Some unique works of art, for example, Beethoven's Pastoral Symphony, possess this rare but demonstrable capacity to excite the human mind across cultural boundaries and through historic time. I cannot prove it, but I think a small body of such works—by Homer, Bach, Shakespeare, Murasaki Shikibu, Vermeer, Michelangelo, Wagner, Jane Austen, Sophocles, Hokusai—will be sought after and enjoyed for centuries or millennia into the future. As much as fashions and philosophies are bound to change, these works will remain objects of permanent value to human beings.
These epochal survivors of art are more than just popular. The majority of works of popular art today are not inevitably shallow or worthless, but they tend to be easily replaceable. In the modern mass art system, artistic forms endure, while individual works drop away. Spy thrillers, romance novels, pop songs, and soap operas are daily replaced by more thrillers, romance novels, pop songs, and soap operas. In fact, the ephemeral nature of mass art seems more pronounced than ever: most popular works are incapable of surviving even a year, let alone a couple of generations. It's different with art's classic survivors: even if they began, as Sophocles' and Shakespeare's did, as works of popular art, they set themselves apart in their durable appeal: nothing kills them. Audiences keep coming back to experience these original works themselves.
Against the idea of permanent aesthetic values is cultural relativism, which is taught as the default orthodoxy in many university departments.
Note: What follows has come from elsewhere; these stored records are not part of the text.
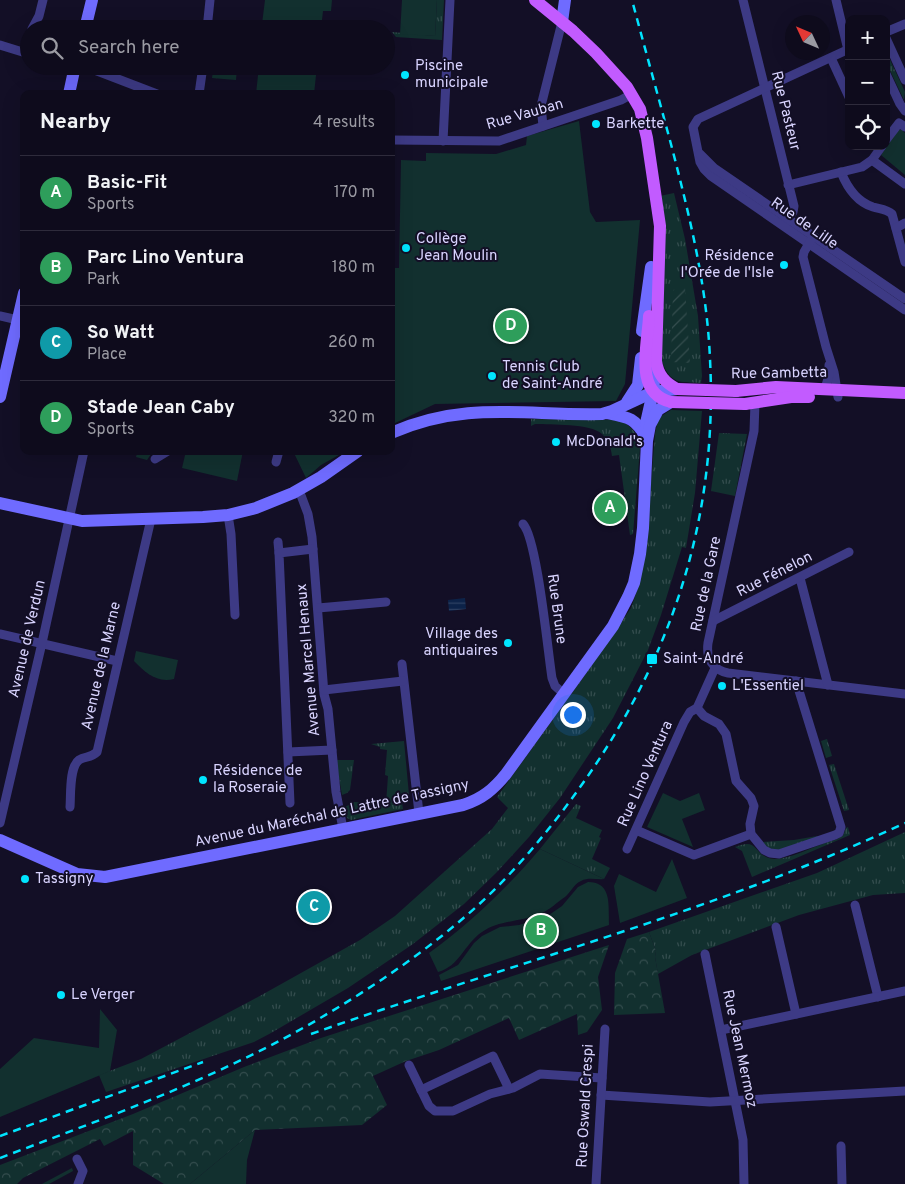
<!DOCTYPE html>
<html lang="en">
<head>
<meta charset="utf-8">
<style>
	body { margin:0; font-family:Overpass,sans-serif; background:#1c1929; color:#f1f3f6 }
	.controls { position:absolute; right:15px; top:15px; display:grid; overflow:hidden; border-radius:10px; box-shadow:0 5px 20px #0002 }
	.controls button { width:45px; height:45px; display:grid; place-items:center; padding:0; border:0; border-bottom:1px solid #2e2b3b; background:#0e0b1c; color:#f1f3f6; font:25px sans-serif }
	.compass { position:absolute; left:785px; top:15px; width:45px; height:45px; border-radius:50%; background:#0e0b1c; box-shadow:0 5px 20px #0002; rotate:314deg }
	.you { position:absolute; left:572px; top:714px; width:18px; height:18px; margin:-12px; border:4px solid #fff; border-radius:50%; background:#1a73e8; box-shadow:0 0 0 8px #1a73e833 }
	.badge { display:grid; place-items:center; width:32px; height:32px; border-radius:50%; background:#00e5ff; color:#fff; font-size:16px; font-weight:700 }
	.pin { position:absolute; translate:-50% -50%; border:2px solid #fff; box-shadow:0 1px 5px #0006 }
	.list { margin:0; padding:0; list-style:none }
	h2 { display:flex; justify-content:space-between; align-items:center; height:65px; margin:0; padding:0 20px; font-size:21px }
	h2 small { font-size:16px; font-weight:400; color:#9b9ba3 }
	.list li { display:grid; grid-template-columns:32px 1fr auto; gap:15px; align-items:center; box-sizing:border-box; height:75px; padding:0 20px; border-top:1px solid #2e2b3b }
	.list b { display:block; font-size:19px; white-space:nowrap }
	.list p { margin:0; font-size:16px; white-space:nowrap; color:#9b9ba3 }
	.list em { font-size:16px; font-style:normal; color:#9b9ba3 }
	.icon { flex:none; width:28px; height:28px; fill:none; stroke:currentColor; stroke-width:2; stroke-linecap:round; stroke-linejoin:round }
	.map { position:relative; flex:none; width:905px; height:1184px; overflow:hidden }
	.search { position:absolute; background:#0e0b1c; box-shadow:0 5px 20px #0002; left:20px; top:20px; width:375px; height:55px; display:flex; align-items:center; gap:12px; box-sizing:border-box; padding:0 18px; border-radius:28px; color:#9b9ba3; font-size:19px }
	.panel { position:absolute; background:#0e0b1c; box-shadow:0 5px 20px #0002; left:20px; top:90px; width:375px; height:365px; border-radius:10px }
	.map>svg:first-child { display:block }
	.grass { fill:url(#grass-tufts) }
	.forest { fill:url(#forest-crowns) }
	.park { fill:#12302f }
	.garden { fill:url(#garden-furrows) }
	.water { fill:url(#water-rules) }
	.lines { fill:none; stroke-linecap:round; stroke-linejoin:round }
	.street { stroke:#3d3a85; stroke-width:9 }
	.secondary { stroke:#6f6bff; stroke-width:12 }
	.primary { stroke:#c25bff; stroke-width:12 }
	.rail { stroke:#00e5ff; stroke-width:2.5; stroke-dasharray:8 6; stroke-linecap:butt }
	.primary-bridge { stroke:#c25bff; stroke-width:12 }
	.poi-dot { fill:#00e5ff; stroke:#130f26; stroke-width:2 }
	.labels { text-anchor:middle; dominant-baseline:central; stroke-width:4; stroke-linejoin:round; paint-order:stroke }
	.poi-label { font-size:15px; fill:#d9d4ff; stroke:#130f26; text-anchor:start }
	.street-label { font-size:15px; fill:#d9d4ff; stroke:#130f26 }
</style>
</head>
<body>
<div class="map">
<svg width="905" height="1184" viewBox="0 0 905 1184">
	<defs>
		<pattern id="grass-tufts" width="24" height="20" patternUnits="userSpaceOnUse" patternTransform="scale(1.25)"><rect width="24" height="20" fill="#12302f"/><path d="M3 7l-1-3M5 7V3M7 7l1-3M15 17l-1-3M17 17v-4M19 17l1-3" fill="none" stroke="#344d4e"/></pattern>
		<pattern id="forest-crowns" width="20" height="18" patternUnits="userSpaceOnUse" patternTransform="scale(1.25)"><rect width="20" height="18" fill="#12302f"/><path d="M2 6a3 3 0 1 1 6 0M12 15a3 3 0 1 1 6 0" fill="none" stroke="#344d4e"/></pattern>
		<pattern id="garden-furrows" width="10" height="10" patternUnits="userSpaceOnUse" patternTransform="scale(1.25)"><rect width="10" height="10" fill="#12302f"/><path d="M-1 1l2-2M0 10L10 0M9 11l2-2" fill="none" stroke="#344d4e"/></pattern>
		<pattern id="water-rules" width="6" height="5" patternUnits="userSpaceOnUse" patternTransform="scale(1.25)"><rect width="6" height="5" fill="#0c2248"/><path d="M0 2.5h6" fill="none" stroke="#2f4163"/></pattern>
	</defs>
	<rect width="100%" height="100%" fill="#130f26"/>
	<g class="grass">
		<path d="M437,0H444L442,40L396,37L392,32L435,36Z"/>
		<path d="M886,51L905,92L904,100L886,62Z"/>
		<path d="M214,66H237L236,80L212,78Z"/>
		<path d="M674,193L685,239L698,316L702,376L701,383C679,382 671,384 662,362L660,196Z"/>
		<path d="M671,410L702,411L695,493L686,548L682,547L661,615L648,650L613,718L560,798L529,837L496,873L464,904L413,944L348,988L271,1033L254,1042L106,1092L99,1075L141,1059L258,997L360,940L395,916L492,829L508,808L497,797L585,675L631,608L639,585L646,544L655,434L658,418Z"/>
		<path d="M531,419L621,420C632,428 639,433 640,448L633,534L630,535L619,455L612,456C611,447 608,440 602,434C590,423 552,425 535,424L531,426Z"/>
		<path d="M719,433L747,434L735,496L711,491Z"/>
		<path d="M138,451H153L147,460L136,457Z"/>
		<path d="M827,739L832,756L826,758L821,741Z"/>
		<path d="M404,741L409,795L401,796L403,809L351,820L347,818L345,807L354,802L386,804L388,776L385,775L387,750L380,749V747L371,744Z"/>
		<path d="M336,760H354L350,790L347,793L342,795Z"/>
		<path d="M834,764L849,810L844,811L829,765Z"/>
		<path d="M576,804L581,806L576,818L602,830L599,837L601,838L592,859L610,868L604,879L540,849Z"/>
		<path d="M848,827L850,835L752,877L742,851L735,847C761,836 752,858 775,859C792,859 820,843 838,839L843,835L846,828Z"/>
		<path d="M905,832V893L873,895L799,915L692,955L658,974L655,957L656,951L649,932L817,873Z"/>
		<path d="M817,836L818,837L776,851L771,850L760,842L794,840Z"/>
		<path d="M72,1168L73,1171L49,1184H42Z"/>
	</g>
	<g class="forest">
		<path d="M649,932L656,951L655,957L665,1013L614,1015L615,973L627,939Z"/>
		<path d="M609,945L598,977L602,1010L587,1032L578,1035L577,1014L519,1040L509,1018L439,1050L406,1061L373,1076L387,1105L362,1125L255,1130L190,1184H164L133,1165V1131L104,1146L100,1139L23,1178L17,1184H0V1165L133,1114L244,1067L321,1038Z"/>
	</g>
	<g class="park">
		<path d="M265,0H332L331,11H323L321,29H266V24H262Z"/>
		<path d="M402,0H437L435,36L400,34Z"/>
		<path d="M259,66H317L314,94H256Z"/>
		<path d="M579,121L590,212L596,222L640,220L625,384L616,401L435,404L391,425V268H399L401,160L426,161V153L496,154L526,145L527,136Z"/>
		<path d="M897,130H902L905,133V175L881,155Z"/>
		<path d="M186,451H243L237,481L182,468Z"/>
		<path d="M293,451H346L321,465L306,478Z"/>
		<path d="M136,651L178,660L174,679C156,683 146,673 134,661Z"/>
		<path d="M663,793L680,801L699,793L705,810L682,819L693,847L647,827Z"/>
		<path d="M540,849L604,879C596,880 589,877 581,881C574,884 571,892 565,897C557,902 550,910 540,914C521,922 499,920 482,932C464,944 460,966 438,972L429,953C470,923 507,888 540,849Z"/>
		<path d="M672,859L687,898L620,923L614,886L619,874L656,892Z"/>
		<path d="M588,882C613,882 608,907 609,925L441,981L439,975L458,965L474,943L482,936L500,927L519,925L546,917L562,906L578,887Z"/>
		<path d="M100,1009L117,1030L110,1071L0,1117V1069L34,1038L99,1048Z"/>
		<path d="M255,1130L247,1160L246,1184H190Z"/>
	</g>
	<path class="garden" d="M685,287L690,363L671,362L673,290Z"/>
	<path class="water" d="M465,598L466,609L449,611L448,600Z"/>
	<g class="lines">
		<g class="street">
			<path d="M743,0L794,206L793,212L786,222"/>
			<path d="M836,0L848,50"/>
			<path d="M32,29L39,16L43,0"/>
			<path d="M207,29L210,0"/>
			<path d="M886,32L905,24"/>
			<path d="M886,38L905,80"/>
			<path d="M0,45L29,54"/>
			<path d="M849,49L698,119L693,127L700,162L704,169L711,176L905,310"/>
			<path d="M25,53L29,39"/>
			<path d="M831,58L849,97"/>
			<path d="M84,66L157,94"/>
			<path d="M886,74L900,104L905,111"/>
			<path d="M199,94L203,66"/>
			<path d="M543,126L541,106L562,22"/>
			<path d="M391,140L499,141L621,100L632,94"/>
			<path d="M886,140L899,123L905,127"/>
			<path d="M443,141L450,0"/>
			<path d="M882,146L872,160L905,184"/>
			<path d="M700,154L714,168L905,299"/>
			<path d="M841,172C847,187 857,202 873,207C880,209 887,209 892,214L905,262"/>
			<path d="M788,185L862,167L872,160"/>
			<path d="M896,228L905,223"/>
			<path d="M811,240L804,252L803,257L826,347L834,372L838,397"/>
			<path d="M0,316L18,320"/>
			<path d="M825,389L829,375V365"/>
			<path d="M755,403L754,431L708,643C706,658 712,670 728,673L905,694"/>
			<path d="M155,459L168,451"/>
			<path d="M276,462L279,451"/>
			<path d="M299,490L308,514L312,537L324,694L328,709L336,792L343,829"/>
			<path d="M228,515L231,534L235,615"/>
			<path d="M523,524C537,538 548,653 552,678L555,686L564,694"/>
			<path d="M278,542L279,553"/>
			<path d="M800,578L828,685"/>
			<path d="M318,608L386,602"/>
			<path d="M713,621L849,552"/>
			<path d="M0,634L117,661"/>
			<path d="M402,664L419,813"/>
			<path d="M324,690L403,681"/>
			<path d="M697,708L704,716L719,724L726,734L736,781L751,798L754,806L750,824L751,834L764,850L770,853L779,854L835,835L839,833L841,827L796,681"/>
			<path d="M288,752L332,750"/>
			<path d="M290,803L279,553L313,549"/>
			<path d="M70,807C71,795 69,767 79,760C85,756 91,758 97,752L151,519"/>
			<path d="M0,823L42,643L84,451"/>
			<path d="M636,830L694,855L751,834"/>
			<path d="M627,849L684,722L690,712L697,708L715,668"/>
			<path d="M855,905L878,997"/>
			<path d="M776,927L796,1014"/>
			<path d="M705,954L743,1140L744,1184"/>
			<path d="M721,1030L905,991"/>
			<path d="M409,1065L429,1106L435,1111H453L490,1094L513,1088L540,1074L602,1078"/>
			<path d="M421,1090L493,1056L509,1089"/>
			<path d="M601,1095L710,1102L905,1091"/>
			<path d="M841,1146L842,1184"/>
			<path d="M77,1159L83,1171L78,1184"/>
			<path d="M596,1184L605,1029"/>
		</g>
		<g class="secondary">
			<path d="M562,22L565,0"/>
			<path d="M85,29L92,0"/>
			<path d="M69,94L75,66"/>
			<path d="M642,331L651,267"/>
			<path d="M0,397L24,293"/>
			<path d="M627,402L638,385L641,358"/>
			<path d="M607,413C628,417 636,418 646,438"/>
			<path d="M646,423L653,392L656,361"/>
			<path d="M391,433C466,400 525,416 602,414L612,411L653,392L677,389"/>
			<path d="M0,503L82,521L203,517L228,515L256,508L293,493L321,477L358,451"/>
			<path d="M0,840L77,874L105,877L463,805C482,799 494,789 506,774L613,626L628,597L634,583L640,554L643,528L647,441L650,425L658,410L671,402"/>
		</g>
		<g class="primary">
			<path d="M535,0L573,31L596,53L627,87L640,109L647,138L660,226L656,361C658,375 665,383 677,389"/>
			<path d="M649,316C648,344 633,393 671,402"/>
			<path d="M736,391L776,387L905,393"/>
			<path d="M745,404L791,397H809"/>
		</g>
		<g class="rail">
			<path d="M311,1034C509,964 714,912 905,823"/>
			<path d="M0,1136L203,1062"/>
			<path d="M0,1158C110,1116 221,1077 322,1017C373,987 422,954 467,915C511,877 549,831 583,783C673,655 718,516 710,359C707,287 690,218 672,148C659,99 645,49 632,0"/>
		</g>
		<g class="primary-bridge">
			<path d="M677,389L736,391"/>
			<path d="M671,402L745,404"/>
		</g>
	</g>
	<g class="poi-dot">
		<circle cx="405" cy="75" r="5"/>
		<circle cx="596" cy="124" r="5"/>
		<circle cx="406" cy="248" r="5"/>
		<circle cx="784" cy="265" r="5"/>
		<circle cx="492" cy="376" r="5"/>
		<circle cx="556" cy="442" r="5"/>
		<circle cx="508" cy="643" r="5"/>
		<rect x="646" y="653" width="12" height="12" rx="2.5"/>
		<circle cx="722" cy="686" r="5"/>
		<circle cx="203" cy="780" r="5"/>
		<circle cx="25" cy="879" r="5"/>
		<circle cx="61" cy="995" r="5"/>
	</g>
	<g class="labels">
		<g class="poi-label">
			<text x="415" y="66">Piscine<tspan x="415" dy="17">municipale</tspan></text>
			<text x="606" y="124">Barkette</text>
			<text x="416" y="239">Collège<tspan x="416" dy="17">Jean Moulin</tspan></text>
			<text x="774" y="256" text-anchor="end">Résidence<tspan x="774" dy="17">l'Orée de l'Isle</tspan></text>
			<text x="502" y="367">Tennis Club<tspan x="502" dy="17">de Saint-André</tspan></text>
			<text x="566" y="442">McDonald's</text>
			<text x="498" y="634" text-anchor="end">Village des<tspan x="498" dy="17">antiquaires</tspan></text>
			<text x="663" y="659">Saint-André</text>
			<text x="732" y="686">L'Essentiel</text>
			<text x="213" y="771">Résidence de<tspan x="213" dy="17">la Roseraie</tspan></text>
			<text x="35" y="879">Tassigny</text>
			<text x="71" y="995">Le Verger</text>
		</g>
		<g class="street-label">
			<text transform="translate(785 111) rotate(76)">Rue Pasteur</text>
			<text transform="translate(525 115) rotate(-16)">Rue Vauban</text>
			<text transform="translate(804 224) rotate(35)">Rue de Lille</text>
			<text transform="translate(779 374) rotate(-1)">Rue Gambetta</text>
			<text transform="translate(775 575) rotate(-27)">Rue Fénelon</text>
			<text transform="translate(707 584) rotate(-78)">Rue de la Gare</text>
			<text transform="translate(556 609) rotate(82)">Rue Brune</text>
			<text transform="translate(28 639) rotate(-77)">Avenue de Verdun</text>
			<text transform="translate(309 660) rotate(-95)">Avenue Marcel Henaux</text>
			<text transform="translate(102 666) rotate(-77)">Avenue de la Marne</text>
			<text transform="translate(646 774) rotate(-66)">Rue Lino Ventura</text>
			<text transform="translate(332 814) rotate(-12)">Avenue du Maréchal de Lattre de Tassigny</text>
			<text transform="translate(739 1049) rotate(78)">Rue Jean Mermoz</text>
			<text transform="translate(586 1106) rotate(-87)">Rue Oswald Crespi</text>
		</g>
	</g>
</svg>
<div class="controls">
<button>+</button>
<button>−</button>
<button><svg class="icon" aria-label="locate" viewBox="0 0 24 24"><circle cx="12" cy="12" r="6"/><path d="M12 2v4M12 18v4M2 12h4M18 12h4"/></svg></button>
</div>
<svg class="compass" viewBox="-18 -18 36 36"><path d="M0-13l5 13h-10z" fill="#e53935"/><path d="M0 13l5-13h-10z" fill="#9b9ba3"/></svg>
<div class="you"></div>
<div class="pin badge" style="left:610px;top:508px;background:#2e9e5b">A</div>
<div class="pin badge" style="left:541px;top:931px;background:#2e9e5b">B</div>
<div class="pin badge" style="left:314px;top:907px;background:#0f9aa8">C</div>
<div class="pin badge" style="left:511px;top:326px;background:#2e9e5b">D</div>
<div class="search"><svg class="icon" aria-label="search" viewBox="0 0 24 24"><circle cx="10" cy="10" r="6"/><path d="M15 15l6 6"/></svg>Search here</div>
<section class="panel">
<h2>Nearby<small>4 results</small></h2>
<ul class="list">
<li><span class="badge" style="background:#2e9e5b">A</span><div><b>Basic-Fit</b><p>Sports</p></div><em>170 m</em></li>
<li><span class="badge" style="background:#2e9e5b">B</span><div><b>Parc Lino Ventura</b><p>Park</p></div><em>180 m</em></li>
<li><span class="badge" style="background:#0f9aa8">C</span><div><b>So Watt</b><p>Place</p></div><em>260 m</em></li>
<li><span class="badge" style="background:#2e9e5b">D</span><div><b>Stade Jean Caby</b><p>Sports</p></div><em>320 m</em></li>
</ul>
</section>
</div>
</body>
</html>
Aesthetic values have been widely construed by academics as merely contingent reflections of local social and economic conditions. Beauty, if not in the eye of the beholder, has been misconstrued as merely in the eyes of society, a conditioning that determines values of cultural seeing. Such veins of explanation often include no small amount of cynicism: why do people go to the opera? Oh, to show off their furs. Why are they thrilled by famous paintings? Because they're worth millions. Beneath such explanations is a denial of intrinsic aesthetic merit.
Such aesthetic relativism is decisively refuted, as Hume understood, by the cross-cultural appeal of a small class of art objects over centuries: Mozart packs Japanese concerts halls, as Hiroshige does Paris galleries, while new productions of Shakespeare in every major language of the world are endless. And finally, it is beginning to look as though empirical psychology is equipped to address the universality of art. For example, evolutionary psychology is being used by literary scholars to explain the persistent themes and plot devices in fiction. The rendering of faces, bodies, and landscape preferences in art is amenable to psychological investigation. The structure of musical perception is now open to experimental analysis as never before. Poetic experience can be elucidated by the insights of contemporary linguistics. None of this research promises a recipe for creating great art, but it can throw light on what we already know about aesthetic pleasure.
What's going on most days in the Metropolitan Museum and most nights at Lincoln Center involves aesthetic experiences that will be continuously revived and relived by our descendents into an indefinite future. In a way, this makes the creations of the greatest artists as much permanent achievements as the discoveries of greatest scientists. That much I think I know. The question we should now ask is, What makes this possible? What is it about the highest works of art that gives them eternal appeal?